CORS policy generator · headers + 14 server & framework configs
Build a correct, secure Cross-Origin Resource Sharing policy from a few choices, then copy ready-to-paste config for Nginx, Apache, Express, Node, FastAPI, Flask, Django, ASP.NET Core, Spring Boot, Caddy, Traefik, HAProxy, IIS and Cloudflare Workers, plus the raw response headers. Start from a preset, and watch the live security review flag dangerous combinations (the classic wildcard-with-credentials hole) before they reach production. Everything runs in your browser; nothing is sent anywhere.
https://app.example.com
X-Request-Id, X-RateLimit-Remaining
How this CORS generator works
Cross-Origin Resource Sharing is a set of HTTP response headers that tell a browser which other origins are allowed to read responses from your server. The browser enforces it; your server only declares the policy. Pick a preset or set your origins, methods and headers, decide whether requests carry credentials, and the tool writes the exact headers plus the configuration for thirteen common stacks. The preview updates as you type, and the security review explains any risky combination in plain language.
The CORS response headers explained
| Header | What it does |
|---|---|
Access-Control-Allow-Origin | The single origin allowed to read the response, or * for any. With credentials it must be an exact origin, never *. |
Access-Control-Allow-Methods | HTTP methods permitted in the actual request, returned on the preflight. |
Access-Control-Allow-Headers | Request headers the client may send (for example Authorization, Content-Type). |
Access-Control-Allow-Credentials | Set to true to allow cookies and the Authorization header. Forces an exact origin. |
Access-Control-Expose-Headers | Response headers JavaScript is allowed to read beyond the default safelist. |
Access-Control-Max-Age | How long (seconds) the browser caches the preflight result. Browsers cap it (Chromium 7200, Firefox 86400). |
Vary: Origin | Required when you reflect the origin, so caches do not serve one origin’s response to another. |
The wildcard-with-credentials trap
The most common CORS security mistake is allowing credentials while reflecting any origin. The specification forbids Access-Control-Allow-Origin: * together with Access-Control-Allow-Credentials: true, so developers work around it by echoing back whatever Origin the browser sent. That effectively lets any website make authenticated requests with the victim’s cookies and read the response, which is the same as having no cross-origin protection at all. If you need credentials, always match the incoming origin against a strict allowlist, which is exactly what this tool generates when you list specific origins.
Preflight requests
For anything beyond a simple request (a custom header, a JSON content type, or a method other than GET, POST or HEAD) the browser first sends an OPTIONS preflight. Your server must answer it with the CORS headers and a 2xx status before the real request is sent. The Nginx, Node, Caddy and HAProxy outputs include the short-circuit that returns 204 for OPTIONS so preflights succeed.

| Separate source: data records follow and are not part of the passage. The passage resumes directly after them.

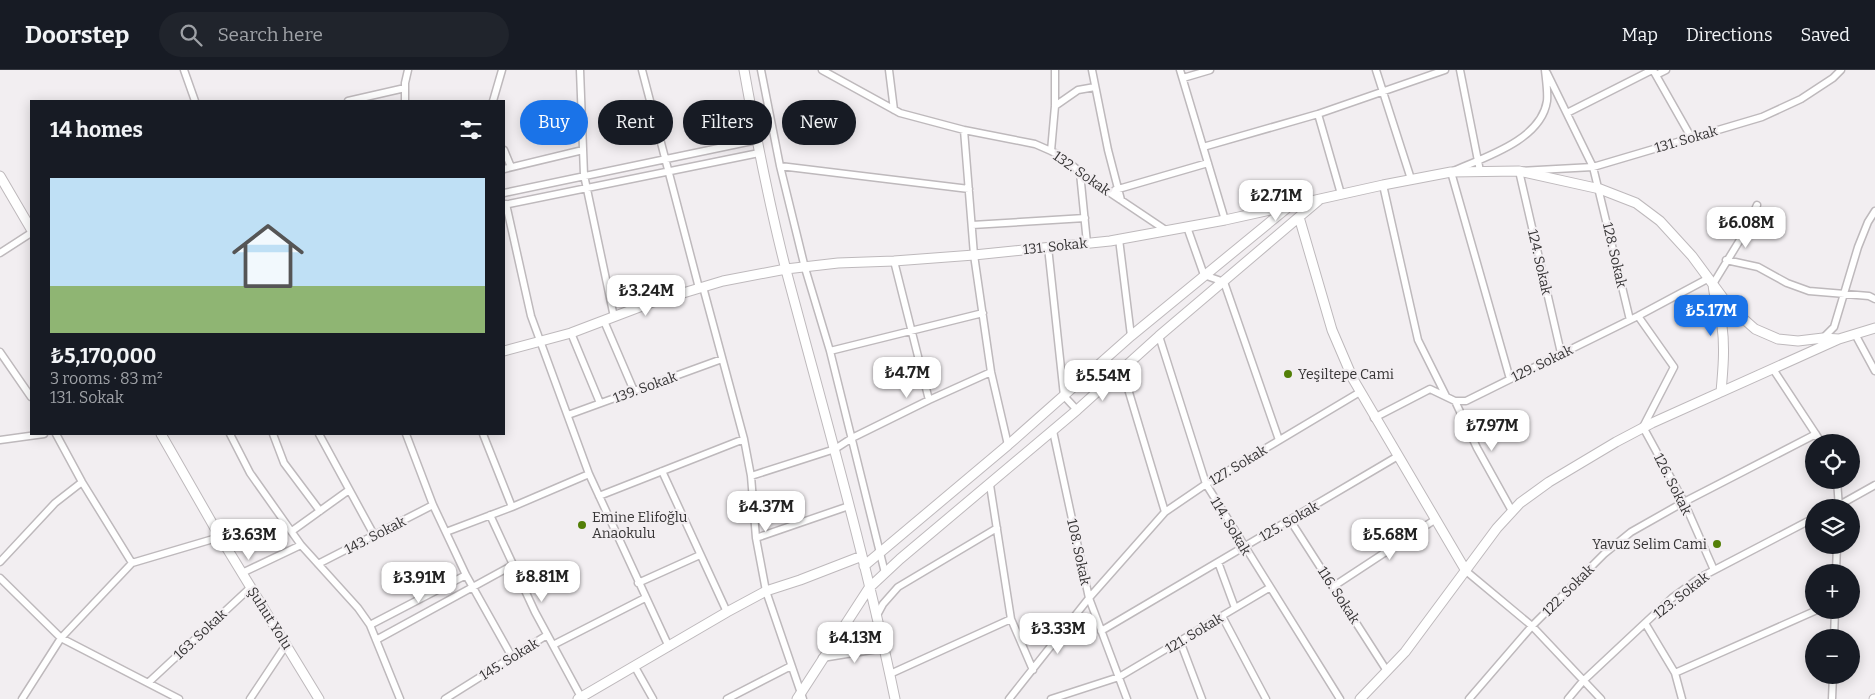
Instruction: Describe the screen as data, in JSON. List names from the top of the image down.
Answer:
{
  "streets": {
    "street": [
      "131. Sokak",
      "132. Sokak",
      "128. Sokak",
      "124. Sokak",
      "129. Sokak",
      "139. Sokak",
      "127. Sokak",
      "126. Sokak",
      "125. Sokak",
      "114. Sokak",
      "143. Sokak",
      "108. Sokak",
      "122. Sokak",
      "116. Sokak",
      "123. Sokak",
      "Şuhut Yolu",
      "121. Sokak",
      "163. Sokak",
      "145. Sokak"
    ]
  },
  "crossings": [
    ["131. Sokak", "132. Sokak"],
    ["131. Sokak", "128. Sokak"],
    ["131. Sokak", "124. Sokak"],
    ["131. Sokak", "129. Sokak"],
    ["128. Sokak", "129. Sokak"],
    ["124. Sokak", "129. Sokak"],
    ["127. Sokak", "114. Sokak"],
    ["127. Sokak", "108. Sokak"],
    ["126. Sokak", "122. Sokak"],
    ["126. Sokak", "123. Sokak"],
    ["125. Sokak", "114. Sokak"],
    ["125. Sokak", "108. Sokak"],
    ["125. Sokak", "116. Sokak"],
    ["114. Sokak", "121. Sokak"],
    ["108. Sokak", "121. Sokak"],
    ["Şuhut Yolu", "163. Sokak"]
  ],
  "places": ["Yeşiltepe Cami", "Emine Elifoğlu Anaokulu", "Yavuz Selim Cami"],
  "page": {
    "header": "Doorstep",
    "search": "Search here",
    "nav": ["Map", "Directions", "Saved"],
    "chip": [
      "Buy",
      "Rent",
      "Filters",
      "New"
    ],
    "heading": "14 homes",
    "list": [
      {
        "name": "₺5,170,000",
        "note": "3 rooms · 83 m² · 131. Sokak"
      }
    ],
    "price": [
      "₺2.71M",
      "₺6.08M",
      "₺3.24M",
      "₺5.17M",
      "₺4.7M",
      "₺5.54M",
      "₺7.97M",
      "₺4.37M",
      "₺3.63M",
      "₺5.68M",
      "₺8.81M",
      "₺3.91M",
      "₺3.33M",
      "₺4.13M"
    ],
    "map_buttons": ["+", "−"]
  }
}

Frequently asked questions
Why is my CORS policy not working even though I set the header?
The three usual causes are: the preflight OPTIONS request is not answered with a 2xx and the headers; you are using Access-Control-Allow-Origin: * together with credentials (forbidden, so the browser blocks it); or a proxy or CDN strips the headers. Use the raw-headers tab to confirm what should be sent, then check the response in your browser network panel.
Can I use a wildcard origin with cookies or Authorization?

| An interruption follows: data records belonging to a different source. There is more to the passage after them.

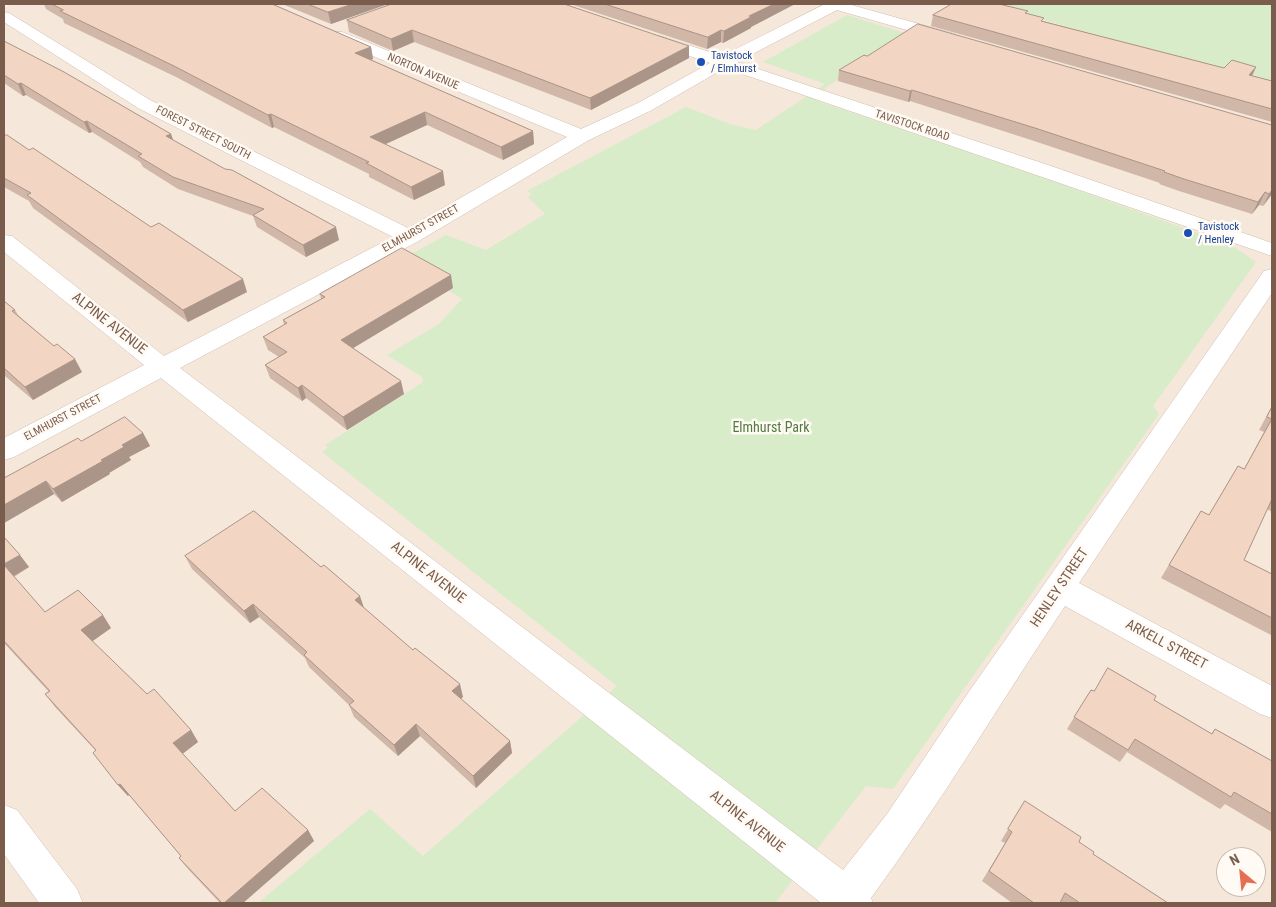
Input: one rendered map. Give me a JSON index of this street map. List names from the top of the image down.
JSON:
{
  "streets": {
    "street": [
      "NORTON AVENUE",
      "TAVISTOCK ROAD",
      "FOREST STREET SOUTH",
      "ELMHURST STREET",
      "ALPINE AVENUE",
      "HENLEY STREET",
      "ARKELL STREET"
    ]
  },
  "crossings": [
    ["NORTON AVENUE", "ELMHURST STREET"],
    ["TAVISTOCK ROAD", "ELMHURST STREET"],
    ["FOREST STREET SOUTH", "ELMHURST STREET"],
    ["ELMHURST STREET", "ALPINE AVENUE"],
    ["ALPINE AVENUE", "HENLEY STREET"],
    ["HENLEY STREET", "ARKELL STREET"]
  ],
  "parks": ["Elmhurst Park"],
  "places": ["Tavistock / Elmhurst", "Tavistock / Henley"],
  "north": "top left"
}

No. When Access-Control-Allow-Credentials is true, the browser rejects Access-Control-Allow-Origin: * and also rejects * for Allow-Headers and Expose-Headers. You must return the exact requesting origin, validated against an allowlist, and add Vary: Origin. This generator does that automatically when you choose specific origins and enable credentials.

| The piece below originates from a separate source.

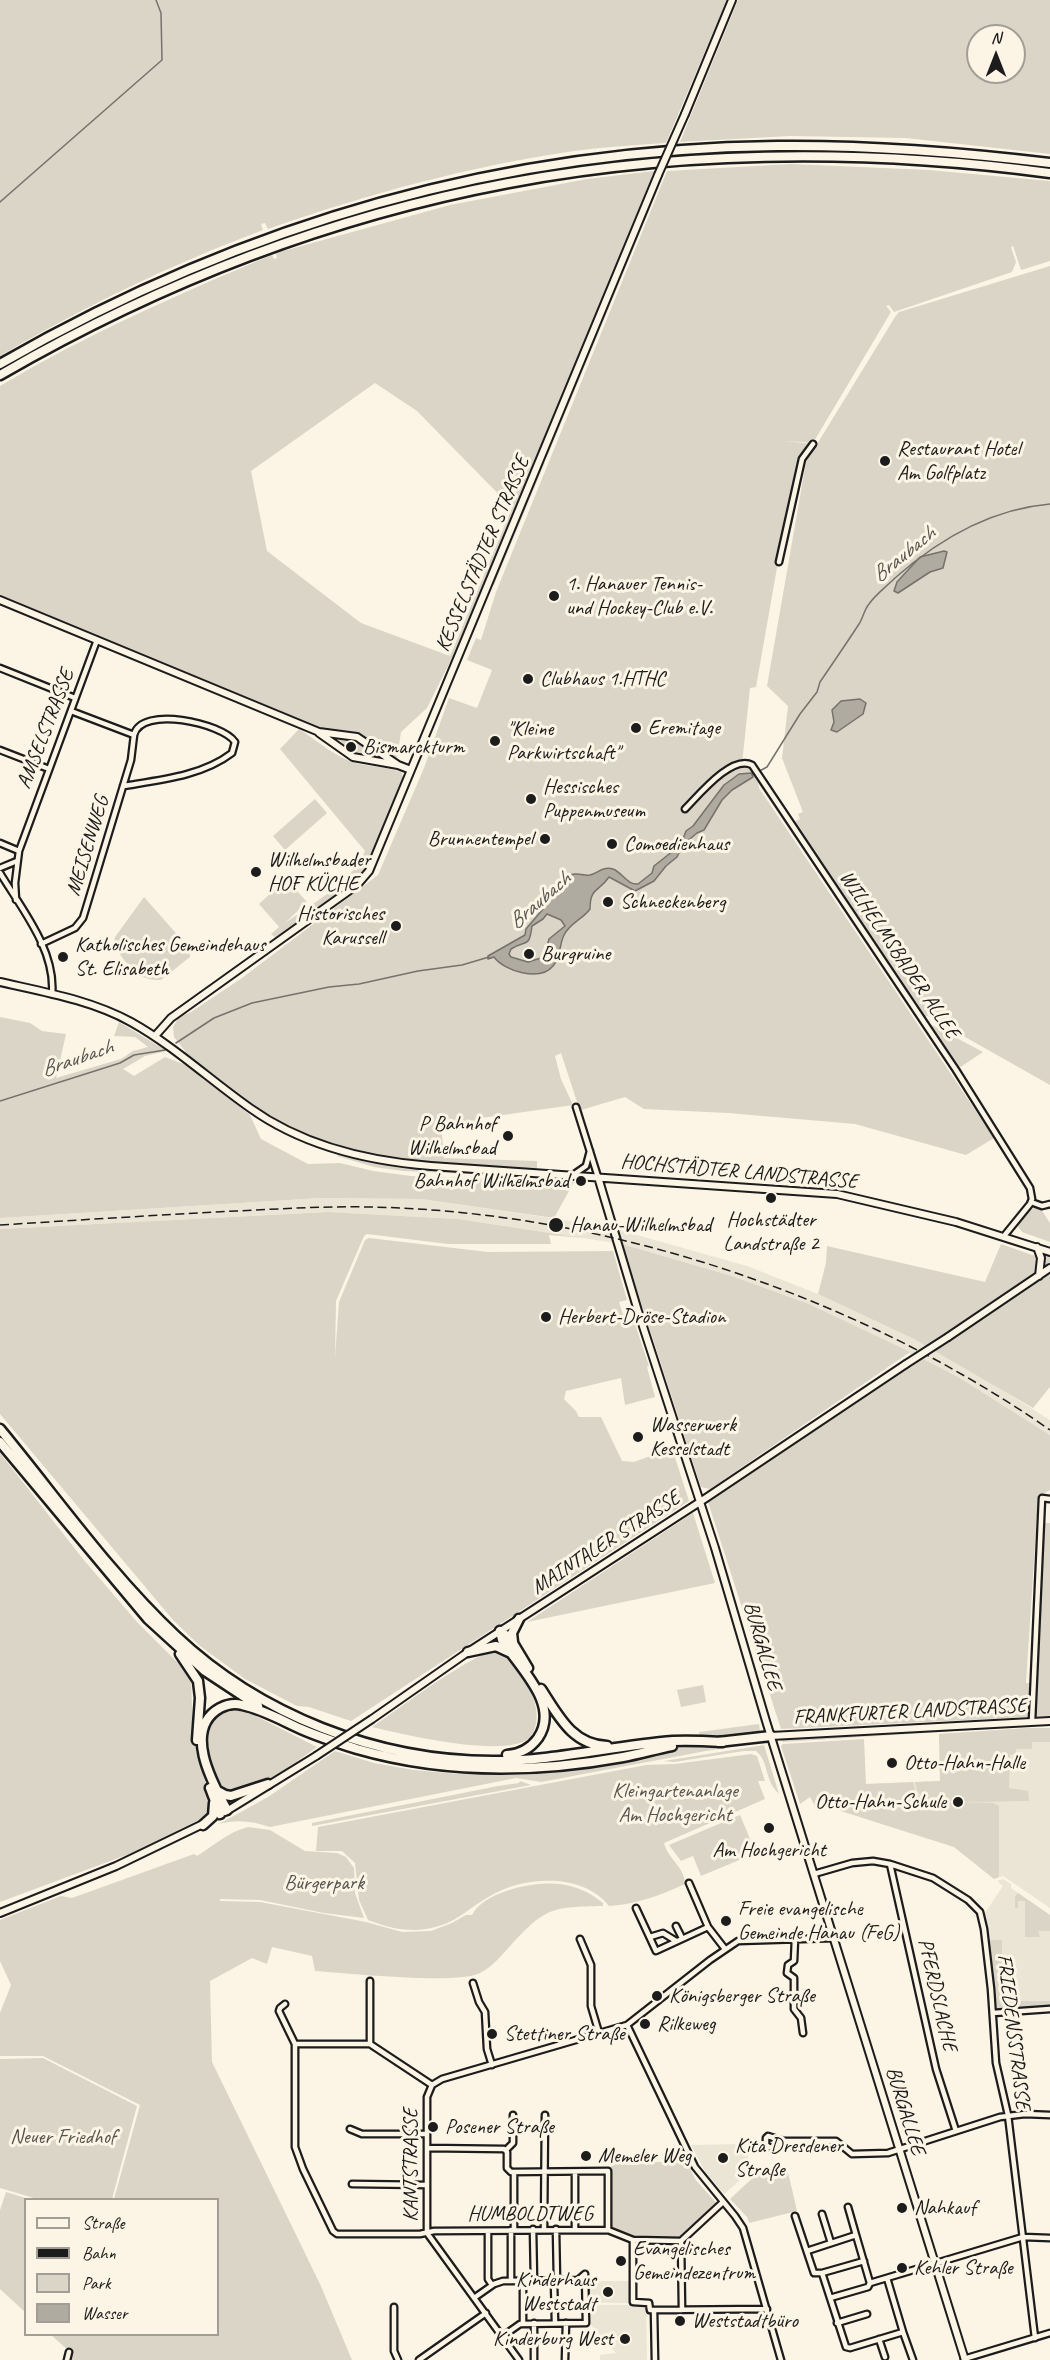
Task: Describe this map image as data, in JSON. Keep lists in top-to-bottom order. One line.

What is a preflight request and when does it happen?
A preflight is an automatic OPTIONS request the browser sends before a non-simple cross-origin request, to ask permission. It is triggered by methods other than GET, POST or HEAD, by a Content-Type such as application/json, or by custom request headers. Your server must reply with the Allow-Methods and Allow-Headers and a 2xx status.
Does CORS protect my server?
No. CORS is enforced by the browser to protect users, not your server. It controls whether browser JavaScript on another origin can read your responses. It is not authentication or a firewall: anyone can still call your API directly with curl or Postman. Keep your real authorization and rate limiting on the server.
How long should Access-Control-Max-Age be?
Long enough to avoid a preflight on every request, but remember browsers cap it: Chromium honours up to 7200 seconds (2 hours) and Firefox up to 86400 (24 hours). A value of 86400 is a sensible default; the browser simply clamps it to its own maximum.
Which framework or server should I configure CORS in?
Set it in one place, as close to the application as is practical. If you terminate TLS and route at a proxy (Nginx, Caddy, Traefik, HAProxy), configuring CORS there keeps it consistent across services. If a single app owns the API, the framework middleware (Express, FastAPI, Flask, Django, ASP.NET Core, Spring) is clearer. Avoid setting it in two layers at once, which produces duplicated headers that browsers reject.